On 5 December, Edinburgh University’s student-run women in technology group, the ‘Hoppers,’ celebrated their 10th anniversary.
The group is named after Grace Hopper, an American computer science pioneer who paved the way for computer programming languages like COBOL.
Here is one Hopper's report of their anniversary event:
“Established in September 2005 to provide a peer-support network for female students in the School of Informatics at the University of Edinburgh, the Hoppers has managed to thrive despite the constantly changing constituency of members.”
“The group is entirely run by students, for students, and we believe that Edinburgh University Hoppers is one of the oldest student-run societies for women in computing. Over the years Hoppers has created a sense of community, particularly among the undergraduate women in Informatics, who represent approximately 17% of the total cohort.
“Most of the group’s events are focused on skill-development, and coding nights are always popular. However, the ultimate goal is to cultivate an open community with the aim to provide a supportive and inclusive society where people are comfortable and build both technical and networking skills to thrive in the tech environment.
“Moreover each year the society elects a small committee of ‘presidents’ who develop further skills in fundraising, event planning and financial management.”
“Despite the wild and windy weather, approximately 50 participants joined the celebrations on 5 December. The event brought together old and new Hoppers, undergrads, postgrads, staff and alumnae, including presidents spanning the past 10 years.

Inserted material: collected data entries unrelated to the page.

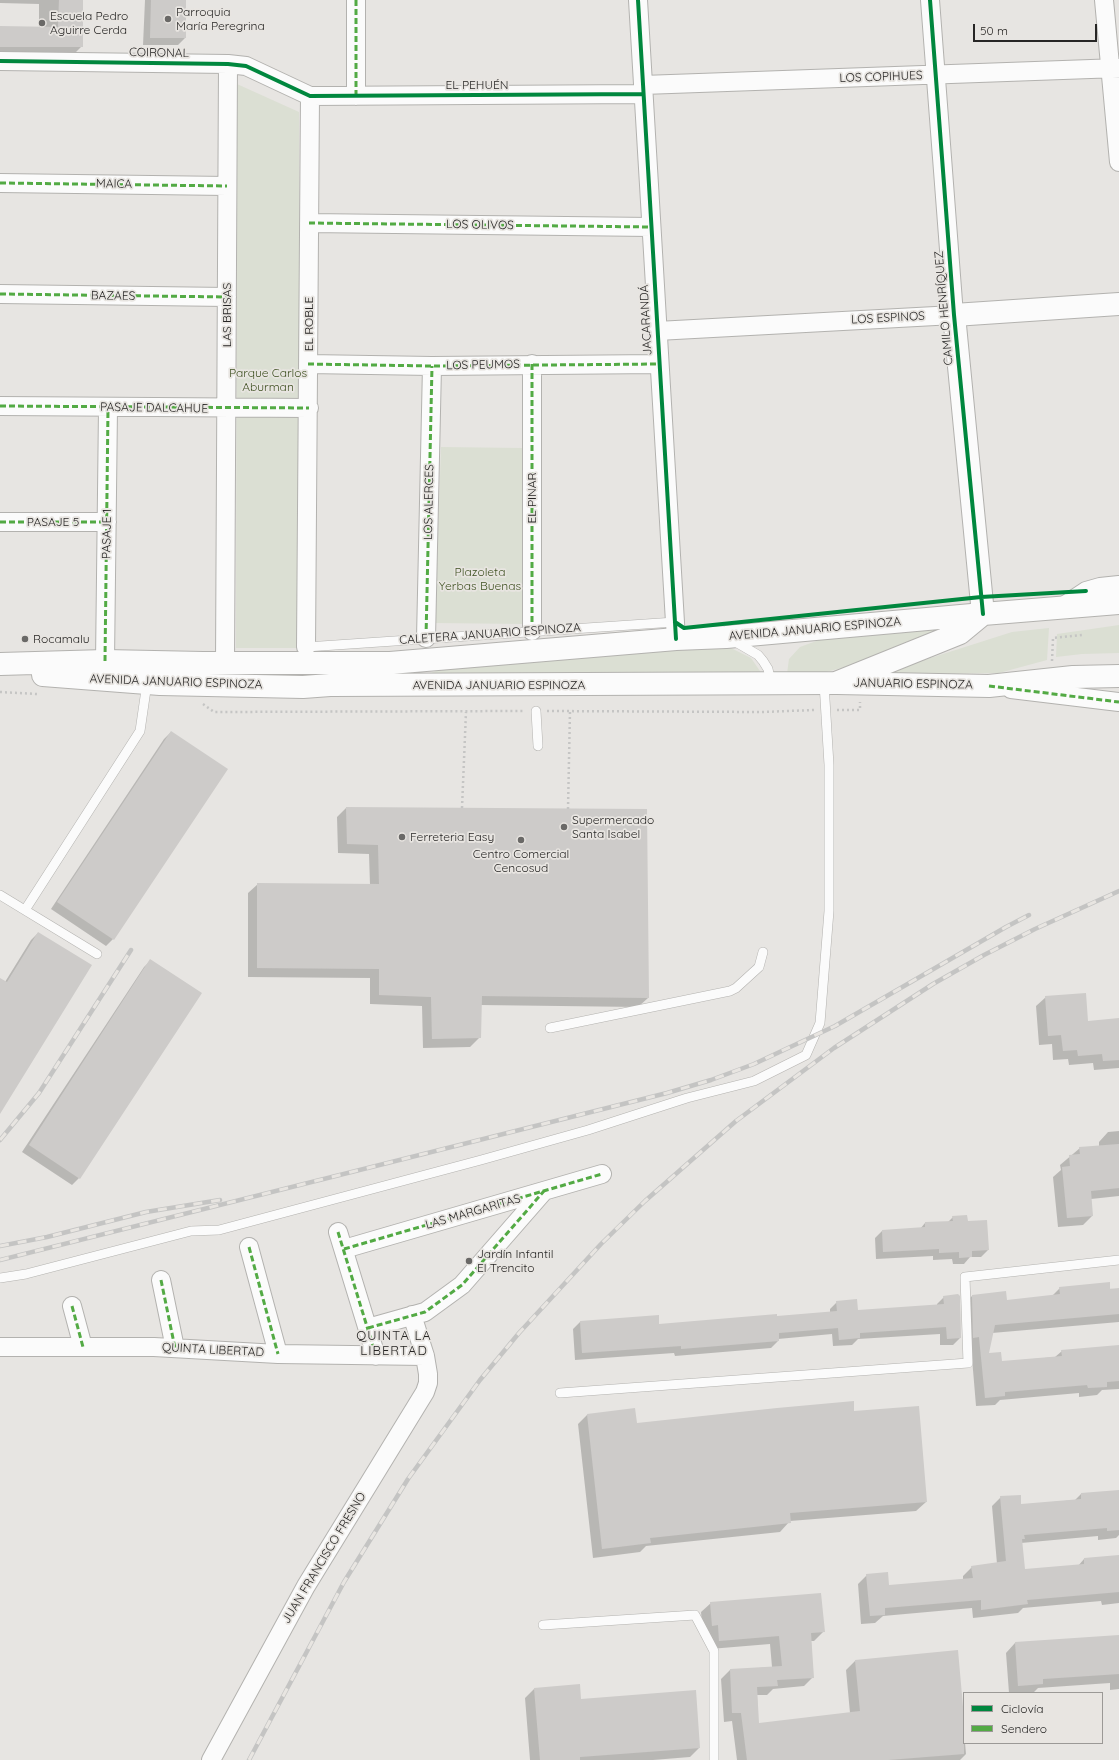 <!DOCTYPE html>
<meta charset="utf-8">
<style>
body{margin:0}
#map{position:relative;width:1119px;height:1760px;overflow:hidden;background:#e7e5e2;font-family:Quicksand,sans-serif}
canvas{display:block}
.legend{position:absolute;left:963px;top:1692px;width:140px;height:52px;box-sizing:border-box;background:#e8e5e1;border:1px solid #9b9996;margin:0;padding:5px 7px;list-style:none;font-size:12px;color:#272625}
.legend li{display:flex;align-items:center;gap:8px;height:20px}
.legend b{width:20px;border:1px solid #9b9996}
.scale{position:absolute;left:973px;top:24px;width:124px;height:18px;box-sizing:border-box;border:2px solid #272625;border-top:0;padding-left:5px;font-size:12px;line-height:14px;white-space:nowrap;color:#272625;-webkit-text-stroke:3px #e8e5e1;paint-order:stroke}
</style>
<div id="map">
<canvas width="1119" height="1760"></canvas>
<ul class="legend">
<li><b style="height:5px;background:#00873e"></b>Ciclovía</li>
<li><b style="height:5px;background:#53aa44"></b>Sendero</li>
</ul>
<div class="scale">50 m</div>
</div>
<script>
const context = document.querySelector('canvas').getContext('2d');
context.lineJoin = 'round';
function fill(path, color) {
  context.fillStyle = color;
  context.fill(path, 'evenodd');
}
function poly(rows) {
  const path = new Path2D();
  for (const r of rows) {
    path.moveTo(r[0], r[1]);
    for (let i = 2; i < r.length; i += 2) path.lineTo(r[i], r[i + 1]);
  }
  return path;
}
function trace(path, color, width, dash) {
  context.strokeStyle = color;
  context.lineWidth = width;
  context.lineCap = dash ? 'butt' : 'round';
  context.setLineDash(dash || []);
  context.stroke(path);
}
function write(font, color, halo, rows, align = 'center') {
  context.font = font + ' Quicksand,sans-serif';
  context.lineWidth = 3.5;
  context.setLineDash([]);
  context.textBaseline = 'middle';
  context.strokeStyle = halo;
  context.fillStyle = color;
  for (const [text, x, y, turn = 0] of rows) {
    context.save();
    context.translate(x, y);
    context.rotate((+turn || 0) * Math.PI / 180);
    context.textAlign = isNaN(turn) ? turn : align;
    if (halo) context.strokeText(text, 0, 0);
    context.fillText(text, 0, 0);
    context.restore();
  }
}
fill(poly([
 [237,84,299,112,299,648,236,648],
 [441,447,522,448,524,624,435,623],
 [1119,625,1119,653,1082,654,1056,657,1057,634],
 [967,626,869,661,818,674,787,674,789,659,800,647,819,640],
 [1049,628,1047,660,999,673,877,675,1012,632],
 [727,646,751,658,762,674,421,677,441,669]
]), '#dbdfd3');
fill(poly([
 [0,0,82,0,82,46,62,66,0,66,0,27,39,28,39,4,0,3],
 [145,0,185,0,185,38,178,45,143,45],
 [171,732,113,939,106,946,51,909,164,739],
 [346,808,648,998,638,1007,480,1005,480,1037,470,1047,423,1048,422,1006,370,1004,370,978,248,977,248,893,258,884,370,885,369,854,338,853,337,817],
 [38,933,0,1113,0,979,5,982,31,940],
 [151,960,79,1178,72,1185,22,1152,144,967],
 [1046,997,1088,1022,1119,1019,1119,1068,1094,1070,1093,1063,1069,1065,1068,1059,1053,1060,1052,1044,1039,1045,1036,1006],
 [1119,1131,1119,1196,1091,1199,1092,1216,1083,1225,1058,1227,1053,1177,1061,1170,1060,1165,1080,1148,1099,1147,1099,1142,1108,1132],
 [953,1217,967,1222,988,1250,981,1257,970,1257,964,1264,953,1264,952,1259,933,1260,933,1256,876,1259,875,1238,882,1231,920,1229,925,1223,948,1222],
 [1060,1288,1119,1289,1119,1322,992,1333,988,1354,1001,1362,1055,1357,1062,1351,1119,1346,1119,1389,1102,1390,1097,1395,1079,1397,1079,1393,1000,1400,995,1405,976,1406,971,1346,963,1305,972,1296,1006,1301,1052,1296],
 [944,1297,960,1338,953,1345,940,1345,940,1334,858,1339,852,1345,833,1346,832,1334,778,1339,778,1341,771,1348,675,1356,674,1353,575,1360,573,1329,580,1322,658,1325,776,1317,830,1313,830,1309,837,1302,857,1311,937,1306,937,1304],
 [634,1409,636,1424,853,1412,926,1502,916,1511,790,1521,780,1532,646,1546,640,1552,593,1558,578,1424,587,1415],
 [1119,1491,1119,1535,1116,1538,1098,1540,1098,1536,1021,1543,1024,1570,1078,1566,1084,1559,1119,1556,1119,1603,1102,1605,1101,1601,1023,1608,1018,1613,973,1618,972,1608,883,1616,875,1623,861,1624,858,1584,867,1575,888,1586,963,1580,963,1576,972,1567,997,1564,992,1506,1001,1497,1021,1505,1075,1500,1081,1494],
 [711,1603,824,1631,814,1641,811,1641,813,1677,804,1686,773,1689,767,1695,757,1695,758,1724,850,1713,846,1670,855,1661,964,1731,966,1754,960,1760,737,1760,732,1721,724,1722,721,1679,730,1670,772,1667,770,1644,710,1649,703,1635,701,1612],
 [1119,1636,1119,1689,1110,1690,1110,1683,1038,1688,1033,1693,1009,1693,1006,1653,1015,1643],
 [534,1689,580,1700,699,1748,690,1757,653,1760,530,1760,525,1698]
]), '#0003');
fill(poly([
 [59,0,83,0,83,47,0,47,0,26,58,27],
 [151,0,186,0,186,38,150,38],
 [171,731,228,769,114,940,57,902],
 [346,807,647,809,649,998,482,996,481,1038,432,1039,431,997,379,995,379,969,257,968,257,883,379,884,378,845,347,844],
 [38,932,92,965,0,1114,0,978,7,982],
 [150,959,202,993,80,1179,29,1145],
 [1086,993,1088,1021,1119,1018,1119,1060,1103,1061,1102,1054,1078,1056,1077,1050,1063,1051,1061,1035,1048,1036,1045,996],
 [1119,1144,1119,1188,1091,1191,1093,1216,1067,1218,1062,1167,1070,1166,1069,1155,1080,1154,1079,1147],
 [967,1215,968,1221,987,1220,989,1250,972,1251,972,1257,959,1258,959,1252,939,1253,939,1249,883,1252,882,1230,925,1227,925,1222,953,1221,952,1216],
 [1110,1282,1110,1289,1119,1288,1119,1314,995,1325,989,1353,1001,1352,1002,1361,1062,1356,1061,1350,1119,1345,1119,1381,1107,1382,1107,1387,1088,1388,1087,1385,1005,1392,1005,1396,985,1398,979,1337,973,1338,972,1295,1006,1291,1007,1300,1060,1294,1059,1287],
 [958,1294,960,1296,961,1338,947,1339,946,1327,860,1333,860,1338,839,1340,838,1328,779,1333,779,1341,681,1349,681,1346,582,1353,580,1321,659,1315,659,1324,777,1314,777,1316,837,1311,836,1301,857,1299,858,1310,944,1304,943,1296],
 [854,1401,854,1411,919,1406,927,1502,790,1513,791,1523,650,1538,651,1543,602,1549,587,1414,635,1408,637,1423,777,1408],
 [1119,1490,1119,1530,1107,1531,1107,1528,1024,1535,1025,1539,1022,1539,1025,1569,1084,1564,1084,1558,1119,1555,1119,1592,1027,1600,1028,1604,981,1610,981,1600,885,1608,885,1615,870,1616,866,1574,888,1572,889,1585,973,1578,971,1566,1006,1561,1000,1496,1021,1495,1021,1504,1081,1499,1081,1493],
 [821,1593,825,1632,811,1633,814,1678,777,1680,778,1686,757,1687,759,1723,860,1711,855,1660,958,1650,964,1718,964,1754,888,1760,747,1760,741,1713,732,1713,730,1669,782,1666,779,1636,719,1641,718,1625,712,1626,710,1602],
 [1119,1635,1119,1674,1043,1679,1043,1684,1018,1686,1015,1642],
 [580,1684,581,1699,696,1690,700,1748,580,1757,580,1760,540,1760,534,1688]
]), '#cdcbc9');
const service = poly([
 [734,641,758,655,763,661,768,669,771,683],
 [306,647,675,622],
 [536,711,538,746],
 [0,895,97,954],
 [25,910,140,731,147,683],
 [550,1028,730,991,736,988,759,967,763,952],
 [0,1278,26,1274,191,1231,219,1230,481,1160,588,1130,687,1098,754,1081,806,1055,820,1023,829,911,829,765,824,683],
 [560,1393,968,1363,965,1277,1119,1260],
 [543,1625,695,1615,714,1651,714,1760]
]);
const minor = poly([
 [638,0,676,639],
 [1104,0,1119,162],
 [0,61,228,64,246,66,310,96,643,94],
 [643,85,1119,68],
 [356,96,356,0],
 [0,183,227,186],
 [309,223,651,227],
 [0,294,227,297],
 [657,331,954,315,930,0],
 [308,364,432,366,659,364],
 [532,364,532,631],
 [0,406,309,408],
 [0,522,107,522],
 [1062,607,1086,591,1100,587,1119,585],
 [426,638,432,366],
 [306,647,310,96],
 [105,661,108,408],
 [225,663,228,64],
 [1011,689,1119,702],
 [338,1232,376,1356],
 [249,1247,278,1354],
 [344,1249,602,1174],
 [161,1280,175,1348],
 [72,1306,83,1347],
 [368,1328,425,1312,462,1285,544,1191],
 [0,1347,154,1347,278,1354,425,1356],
 [211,1760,306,1586,425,1392,428,1383,428,1374,425,1356,412,1315]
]);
const tertiary = poly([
 [983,614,954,315,1119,304],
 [837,683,989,686,1073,677,1119,676]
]);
const secondary = poly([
 [0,664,105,661,203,663,390,663,676,639,726,637,983,614,1119,603],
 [43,675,160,684,303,687,330,685,836,683,960,633,983,614]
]);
trace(service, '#b3b2af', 10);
trace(minor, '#b3b2af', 20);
trace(tertiary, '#b3b2af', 24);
trace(secondary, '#b3b2af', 24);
trace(poly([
 [1052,661,1053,638,1083,635],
 [0,692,37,694],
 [203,704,214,712,524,711],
 [837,710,860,710,860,702],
 [547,711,763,712,814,710],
 [462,808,466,712],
 [568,809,570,711]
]), '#c5c5c4', 2.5, [2, 3]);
trace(service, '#fbfbfb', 9);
trace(minor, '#fbfbfb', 18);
trace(tertiary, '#fbfbfb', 22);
trace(secondary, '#fbfbfb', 22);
const rail = poly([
 [0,1140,39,1093,131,950],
 [0,1246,47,1237,146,1212,220,1200],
 [0,1260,667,1093,711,1080,754,1064,835,1026,1006,927,1029,915],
 [249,1760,344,1582,408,1479,480,1380,519,1333,601,1244,645,1201,736,1121,834,1048,933,984,984,955,1035,929,1119,891]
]);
trace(rail, '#c4c4c3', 4.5);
trace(rail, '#e8e5e1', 3, [9]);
trace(poly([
 [356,96,356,0],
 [0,183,227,186],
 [309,223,651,227],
 [0,294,227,297],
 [308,364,432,366,659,364],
 [532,364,532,631],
 [0,406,309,408],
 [0,522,107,522],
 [426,638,432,366],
 [105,661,108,408],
 [989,686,1119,702],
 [338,1232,376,1356],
 [249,1247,278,1354],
 [344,1249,602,1174],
 [161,1280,175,1348],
 [72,1306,83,1347],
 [368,1328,425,1312,462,1285,544,1191]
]), '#53aa44', 3, [6, 3]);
trace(poly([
 [638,0,676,639],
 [930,0,954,315,983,614],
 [0,61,228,64,246,66,310,96,643,94],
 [675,622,684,628,981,597,1086,591]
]), '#00873e', 4);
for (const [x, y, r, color] of [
 [168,19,4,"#6a6967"],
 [42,23,4,"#6a6967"],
 [25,639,4,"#6a6967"],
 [564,827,4,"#6a6967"],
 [402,837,4,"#6a6967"],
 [521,840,4,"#6a6967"],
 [469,1261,4,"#6a6967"]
]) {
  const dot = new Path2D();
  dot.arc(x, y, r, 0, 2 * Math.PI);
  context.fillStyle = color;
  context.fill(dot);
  trace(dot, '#e8e5e1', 1.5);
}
write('12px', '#272625', '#e8e5e1', [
 ["Parroquia",176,12],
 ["María Peregrina",176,26],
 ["Escuela Pedro",50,16],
 ["Aguirre Cerda",50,30],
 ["Rocamalu",33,639],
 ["Supermercado",572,820],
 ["Santa Isabel",572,834],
 ["Ferreteria Easy",410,837],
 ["Centro Comercial",521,854,"center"],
 ["Cencosud",521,868,"center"],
 ["Jardín Infantil",477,1254],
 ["El Trencito",477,1268]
], 'left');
write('12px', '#272625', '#e8e5e1', [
 ["COIRONAL",159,53,1],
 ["LOS COPIHUES",881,77,-2],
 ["EL PEHUÉN",477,85],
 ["MAICA",114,184,1],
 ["LOS OLIVOS",480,225,1],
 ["BAZAES",113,296,1],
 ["CAMILO HENRÍQUEZ",944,308,-95],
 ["LAS BRISAS",227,315,-90],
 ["LOS ESPINOS",888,318,-3],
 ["JACARANDÁ",646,320,-93],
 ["EL ROBLE",309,324,-90],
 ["LOS PEUMOS",483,365,-1],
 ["PASAJE DALCAHUE",154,408,1],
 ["EL PINAR",532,498,-90],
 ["LOS ALERCES",429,502,-89],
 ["PASAJE 5",53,522],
 ["PASAJE 1",107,534,-89],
 ["AVENIDA JANUARIO ESPINOZA",815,629,-5],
 ["CALETERA JANUARIO ESPINOZA",490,634,-4],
 ["AVENIDA JANUARIO ESPINOZA",176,682,2],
 ["JANUARIO ESPINOZA",913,684,1],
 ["AVENIDA JANUARIO ESPINOZA",499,685],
 ["LAS MARGARITAS",473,1212,-16],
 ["QUINTA LIBERTAD",213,1350,3],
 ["JUAN FRANCISCO FRESNO",324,1558,-59]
]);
write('12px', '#405223', '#e8e5e1', [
 ["Parque Carlos",268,373],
 ["Aburman",268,387],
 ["Plazoleta",480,572],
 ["Yerbas Buenas",480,586]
]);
context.letterSpacing = '1px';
write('13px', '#272625', '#e8e5e1', [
 ["QUINTA LA",394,1336],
 ["LIBERTAD",394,1351]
]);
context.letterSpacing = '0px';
</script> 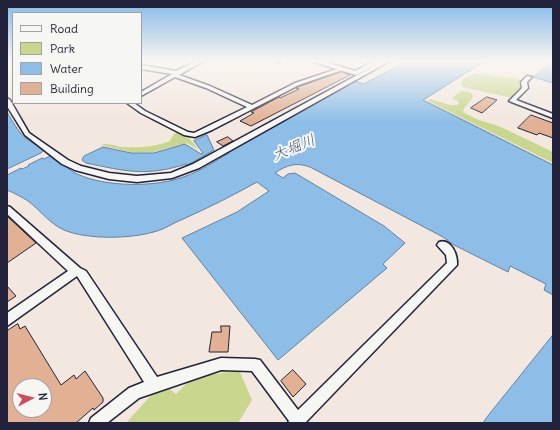 <!DOCTYPE html>
<html>
<head>
<meta charset="utf-8">
<style>
	body { margin:0 }
	#map { position:relative; width:560px; height:430px; overflow:hidden; background:#f2e8df; font-family:Delius,sans-serif }
	canvas { display:block }
	.frame { position:absolute; inset:0; border:8px solid #22223b; pointer-events:none }
	.legend { position:absolute; left:12px; top:12px; width:130px; height:92px; box-sizing:border-box; background:#f6f6f2; border:1px solid #a1a1a9; margin:0; padding:5px 7px; list-style:none; font-size:12px; color:#22223b }
	.legend li { display:flex; align-items:center; gap:8px; height:20px }
	.legend b { width:20px; border:1px solid #a1a1a9 }
	.north { position:absolute; left:12px; top:378px; width:40px; height:40px; box-sizing:border-box; background:#f6f6f2; border:1px solid #a1a1a9; border-radius:50%; rotate:83deg; font-size:11px; font-weight:700; line-height:16px; text-align:center; color:#22223b }
	.north::after { content:''; display:block; margin:auto; width:14px; height:18px; background:#d1495b; clip-path:polygon(50% 0,100% 100%,50% 72%,0 100%) }
</style>
</head>
<body>
<div id="map">
<canvas width="560" height="430"></canvas>
<div class="frame"></div>
<ul class="legend">
<li><b style="height:5px;background:#f6f6f2"></b>Road</li>
<li><b style="height:11px;background:#c8d78c"></b>Park</li>
<li><b style="height:11px;background:#8dbee8"></b>Water</li>
<li><b style="height:11px;background:#e2b193"></b>Building</li>
</ul>
<div class="north">N</div>
</div>
<script>
const c = document.querySelector('canvas').getContext('2d');
c.lineJoin = 'round';
function fillPath(path, color) { c.fillStyle = color; c.fill(path, 'evenodd'); }
function stroke(path, color, width, dash) { c.strokeStyle = color; c.lineWidth = width; c.lineCap = dash ? 'butt' : 'round'; c.setLineDash(dash || []); c.stroke(path); }
function label(font, color, halo, rows, align = 'center') {
  c.font = font + ' Delius,"Klee One",sans-serif'; c.lineWidth = 4; c.setLineDash([]); c.textBaseline = 'middle'; c.strokeStyle = halo; c.fillStyle = color; for (const [text, x, y, turn = 0] of rows) {
    c.save(); c.translate(x, y); c.rotate((+turn || 0) * Math.PI / 180); c.textAlign = isNaN(turn) ? turn : align; if (halo) c.strokeText(text, 0, 0); c.fillText(text, 0, 0); c.restore();
  }
}
const green = new Path2D(`
	M477,73L517,79L523,81L524,88L512,98L463,87L461,82L466,77Z
	M461,91L470,92L473,95C472,102 464,105 463,112L476,119L501,127L553,152V163L428,101L430,99L450,105H458L459,102L452,98Z
	M179,132L189,138L199,150L187,143L153,152H130L101,145C109,142 114,146 122,147C138,148 155,147 170,141L174,134Z
	M239,370L252,400L238,423H126L162,383L176,394L192,378Z`);
const water = new Path2D(`
	M408,61H485L423,100L553,165V295L544,290L546,284L510,266L508,272L454,245L443,237L310,167C296,162 287,165 275,173L283,178L288,174L295,173L384,226L405,243L383,264L387,268L278,360L182,238L237,212L269,191L257,182C232,196 208,208 181,220C173,223 165,229 157,231C132,239 88,240 64,230C50,224 40,210 28,201C22,197 14,193 7,190V175L21,168L22,169L29,166L28,165L42,158L44,159L52,155C60,161 68,170 77,174C105,187 156,188 186,176C201,171 215,161 229,153L228,152L355,81L363,84Z
	M553,62V83L533,77L551,63Z
	M7,112C21,135 21,138 45,149L41,153L7,169Z
	M207,135L214,150L188,165L186,164C146,177 125,171 86,163L82,160L84,156L103,147L131,153H154L185,144L201,154L203,153L194,141Z
	M553,335V423H483L487,417Z`);
const building = new Path2D(`
	M342,72L350,75L251,126L240,121L254,113L251,112L279,97L280,98L299,89L296,88L300,86Z
	M487,97L497,100L482,113L471,108Z
	M531,115L553,123V138L539,133L537,135L518,128Z
	M228,137L233,141L223,146L217,142Z
	M7,216L36,243L7,263Z
	M7,286L16,296L7,302Z
	M18,324L20,329L25,326L61,385L74,375L76,379L85,371L103,398V402L94,410L93,408L76,423H7V331ZM20,386H44V410H20Z
	M221,326H230L228,352H209L212,332H221Z
	M293,370L306,384L293,397L281,381Z`);
const street = new Path2D(`
	M196,61H204L179,75L210,86L252,105L295,83L340,68L345,69L299,85L212,130L195,137L184,135L141,113L127,103H134L145,111L188,132L194,133L247,107L206,88L175,77L141,96V92L172,74L141,69V65L176,71Z
	M276,61H280V62L278,63Z
	M383,61L388,62L199,168L172,178L137,182L109,179L75,170L62,164L25,135L7,106V98L10,100L29,133L68,160L81,166L109,173L137,176L171,173L193,164Z
	M527,76L532,77L527,82L528,88L516,100L553,114V118L509,101L522,88L521,82Z
	M7,206L10,207L80,268L86,271L157,377L221,358L255,359L260,360L298,410L447,263L446,255L437,245L439,242C451,238 458,255 457,265L305,423H288L289,421L252,371L221,370L139,398L107,423H89L91,418L129,388L144,382L77,276L7,326V313L68,271L7,214Z`);
const secondary = new Path2D(`
	M310,61H322L355,71L374,61H383L356,75Z`);
const waterNames = [
	["大堀川",294,148,-22]
];
fillPath(green, '#c8d78c');
fillPath(water, '#8dbee8');
stroke(water, '#6280a3', 1);
fillPath(building, '#e2b193');
stroke(building, '#22223b', 1);
stroke(street, '#22223b', 3);
stroke(secondary, '#22223b', 3);
fillPath(street, '#f6f6f2');
fillPath(secondary, '#f6f6f2');
const sky = c.createLinearGradient(0, 0, 0, 122);
sky.addColorStop(0, '#83b8e8');
sky.addColorStop(0.5, '#f9f5f1');
sky.addColorStop(1, '#f9f5f100');
c.fillStyle = sky;
c.fillRect(0, 0, 560, 122);
label('italic 15px', '#475978', '#f6f6f2', waterNames);
</script>
</body>
</html>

“Role models have always played an important part in Hoppers activities, and this event was no exception. The afternoon started with a series of short talks from researchers and alumnae."
“Guest speaker Dr Katia Shutova - a Leverhulme Early Career Fellow at the University of Cambridge - discussed her research in natural language processing, in particular computational modelling of metaphor, giving interesting insights into how we can be subliminally influenced by the metaphors that politicians use, and describing a system to automatically paraphrase into more neutral language.”
"Professor Jane Hillston holds a Personal Chair in Quantitative Modelling in the School of Informatics. Jane discussed her path to computer science and the female role models who supported and influenced her. She stressed the impact that the existence of strong role models can have in encouraging more women into the discipline, and exhorted all present to be conscious of their own potential to be role models for the next generation."
“The final talk was given by Kate Ho, who as an undergraduate in 2005 was one of the instigators for the formation of the Hoppers group. With a portfolio career that has included completing a PhD, starting a successful start-up and now working on the digital interface to the Scottish Government, Kate has a broad perspective. She spoke about the importance of community and networking, from a technical point of view, and more broadly.
“Kate pointed out that we are fortunate in Edinburgh to have a thriving tech community with many tech meetups on offer every week, but spoke with understanding about how intimidating these can be particularly for novice, female programmers. Nevertheless she encouraged everyone to get involved in multiple communities, including Hoppers, to expand their network and their skills."
“Further activities in the afternoon included a panel session, allowing the audience to pose questions to women at different stages of their careers, both within industry and academia.
"Topics raised included how to widen the pipeline to get more female students into the discipline, facilitating transfer into the community for women who perhaps initially completed a degree in a different discipline and how to overcome the ‘guild’ mentality, which can be particularly off-putting for women who are lacking confidence in their technical abilities."
"The speed networking session that followed quickly overcame the students' initial shyness and the room was soon buzzing with lively conversation, further facilitated by drinks and canapés.
“As a momento of the occasion, participants were encouraged to visit our photo booth where they could have their picture taken with a life-sized iconic picture of Grace Hopper.
“Like all Hopper events, this was run by students, for students, with minimal support from the staff in the School of Informatics. Nevertheless a few female staff came along to share in the fun and it was a pleasure to see the joy and excitement that these young women have in their chosen field of study. The value that they derive from the group is evident from the fact that it has kept going for over 10 years. Given the enthusiasm and passion of the current female cohort, it will keep going for at least another 10 years.”